Allí eres el rey destronado de golpe. Cuantas más criaturas haya más sola está cada una. Paradojas de la soledad. Al menos no hay castigos ni deberes.

Eso llega pronto, cuando aterrizas en un colegio con babi de cuadros y una nueva madre postiza, la señorita Susana, por ejemplo. Para resistir, finges que la quieres mucho, pero en el fondo deseas perder de vista a todos estos intrusos, y sueñas con las vacaciones. Y así, soledad a soledad, vas haciéndote mayor.

Yo recuerdo como una experiencia traumática otra soledad: la noche que me abandonaron los Reyes Magos. Los mayores deberíamos saber que el sueño de un niño no es tan profundo como parece.

Escuché hablar a mi madre y mi tía Mary esa noche mágica. Me suponían dormida. Contaban donde nos iban a poner los regalos. Desperté pensando que era una pesadilla, pero justo allí estaban.

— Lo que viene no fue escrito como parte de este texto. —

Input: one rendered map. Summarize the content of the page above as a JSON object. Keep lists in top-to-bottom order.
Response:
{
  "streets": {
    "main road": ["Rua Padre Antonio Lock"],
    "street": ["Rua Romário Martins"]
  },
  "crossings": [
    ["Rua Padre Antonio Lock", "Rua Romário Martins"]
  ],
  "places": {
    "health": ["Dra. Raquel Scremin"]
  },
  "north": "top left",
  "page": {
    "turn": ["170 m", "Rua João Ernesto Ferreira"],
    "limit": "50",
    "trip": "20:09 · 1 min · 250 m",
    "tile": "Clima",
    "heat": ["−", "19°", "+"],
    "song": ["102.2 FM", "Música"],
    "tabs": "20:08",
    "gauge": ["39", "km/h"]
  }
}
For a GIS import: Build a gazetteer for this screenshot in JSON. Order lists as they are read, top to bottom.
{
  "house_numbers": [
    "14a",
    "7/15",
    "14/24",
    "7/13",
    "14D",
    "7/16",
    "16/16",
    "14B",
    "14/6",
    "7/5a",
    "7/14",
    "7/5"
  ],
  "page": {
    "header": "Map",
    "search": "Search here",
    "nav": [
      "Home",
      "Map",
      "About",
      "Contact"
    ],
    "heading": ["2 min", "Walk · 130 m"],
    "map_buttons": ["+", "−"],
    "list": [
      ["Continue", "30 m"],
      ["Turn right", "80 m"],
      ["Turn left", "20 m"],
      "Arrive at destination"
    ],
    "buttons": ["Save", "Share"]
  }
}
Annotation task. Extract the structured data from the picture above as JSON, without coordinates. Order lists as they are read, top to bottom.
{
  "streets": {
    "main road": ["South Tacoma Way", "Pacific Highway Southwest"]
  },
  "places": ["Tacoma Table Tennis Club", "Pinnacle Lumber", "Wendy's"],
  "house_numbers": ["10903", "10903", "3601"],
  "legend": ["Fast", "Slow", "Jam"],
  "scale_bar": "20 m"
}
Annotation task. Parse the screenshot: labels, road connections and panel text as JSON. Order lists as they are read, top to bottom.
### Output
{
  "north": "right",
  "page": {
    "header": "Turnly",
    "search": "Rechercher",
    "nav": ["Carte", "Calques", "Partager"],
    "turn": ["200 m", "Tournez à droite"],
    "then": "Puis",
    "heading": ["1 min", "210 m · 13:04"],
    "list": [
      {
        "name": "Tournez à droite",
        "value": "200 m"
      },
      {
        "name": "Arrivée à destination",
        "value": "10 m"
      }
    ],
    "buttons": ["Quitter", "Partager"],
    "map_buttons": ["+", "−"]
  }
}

Guardé el secreto, incluso a mi hermana, un año más chica. Pero las chocolatinas de ‘El Gorriaga’ nunca volvieron a saber a gloria. Normal, no venían del cielo. ¡Vaya soledad aquella! Fue tan fuerte que creo que de ahí arranca mi fobia a las Navidades, una fiesta llena de mentiras. Sin embargo, asumido el fraude de estos padres disfrazados de Reyes, lo superé bastante bien y me hizo mayor antes de lo que tocaba.

Menos mal, porque tenía a un paso una nueva soledad, terrible: un internado de monjas, con uniforme de novicia; un comedor que olía a coliflor y manteca de cerdo; una lista de obligaciones sin derechos, madrugones y encierros.

Pero, sobre todo, años de alejamiento de los espacios y seres queridos, que se idealizan cuando se pierden prematuramente. Eso sí, ese internado fue a la larga magnifico. Una se aferra a lo que hay. Las monjas eran buenas, y los profesores excelentes docentes.

No me quedaron traumas. Allí pase de niña a mujer. Lo hice rodeada de otra familia que nunca se fue del todo, mis amigas de misas y novenas con velo, confidencias, exámenes orales, fiestas a la Niña María, pequeñas rebeldías, amores de televisor, ejercicios espirituales y zapatos Gorila.

Eso une una barbaridad, por muchas soledades que te echen encima. Te hace fuerte. Cuando lo abandoné camino de la universidad, ni idea tenia de las grandes soledades que estaban por venir. Acaso la primera fue la muerte de mi primo Paco cuando él tenía tan solo 27 años, un chico bueno y guapo que nunca he olvidado.

Porque de todas las soledades la que se supera peor es la muerte de los que quieres. Es que no tiene vuelta atrás. Hoy, con tantas soledades a las espaldas, en noches de insomnio, cuando el otoño amenaza con un invierno infinito, veo pasar delante a cuantos dije adiós con dolor.

Me sonríen y desaparecen con rapidez. Parece que no les va mal en la otra orilla. No es una experiencia grata tanta despedida, pero peor es negarse a soltar su mano si sabemos que ni están ni volverán.